Implications for trial design

This difference in outcomes between patients with tissue loss and those with rest pain has implications for study design in CLI. Patients with tissue loss demonstrate a higher rate of amputation, which is a component of amputation free survival (AFS). If amputation rate or AFS are used as the primary endpoint in a clinical trial, the lower number of amputations in Rutherford 4 patients may dilute the event rate in the overall patient population making it difficult to demonstrate a treatment effect. This is supported by sensitivity analysis which demonstrates that increasing the proportion of Rutherford 4 patients in the study population requires increasingly larger sample sizes to maintain appropriate statistical power. Patients with tissue loss are appropriately evaluated using amputation or AFS as an endpoint.

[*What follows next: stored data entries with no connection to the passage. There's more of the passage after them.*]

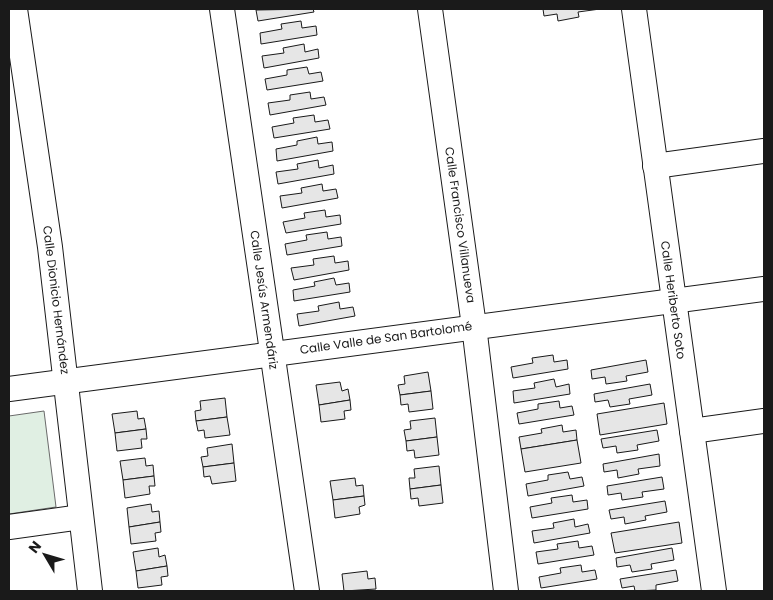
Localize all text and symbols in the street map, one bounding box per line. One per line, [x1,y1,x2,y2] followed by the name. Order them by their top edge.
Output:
[441,146,480,304] street label: Calle Francisco Villanueva
[39,225,74,375] street label: Calle Dionicio Hernández
[246,229,283,371] street label: Calle Jesús Armendáriz
[657,240,690,360] street label: Calle Heriberto Soto
[299,317,473,358] street label: Calle Valle de San Bartolomé
[20,530,70,580] north arrow
[24,537,46,557] text: N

On the other hand, if the outcome measure is change in Rutherford class, which has been suggested by some as component of a combined endpoint, a sample weighted towards Rutherford 4 may better demonstrate changes by this measure.

Recently some authors have begun to question whether grouping all CLI patients together obscures the evaluation of therapy [2325] and our findings confirm that patients with tissue loss should be analyzed separately from those with rest pain.

Conclusions

Our experience with a pilot trial of cell therapy and a review of the literature suggest that CLI patients with rest pain behave differently than those with tissue loss. If amputation or amputation free survival are to be used as primary endpoints for CLI trials, study subjects should be stratified by Rutherford class or limited only to Rutherford 5 patients in order to best demonstrate a treatment effect of therapy.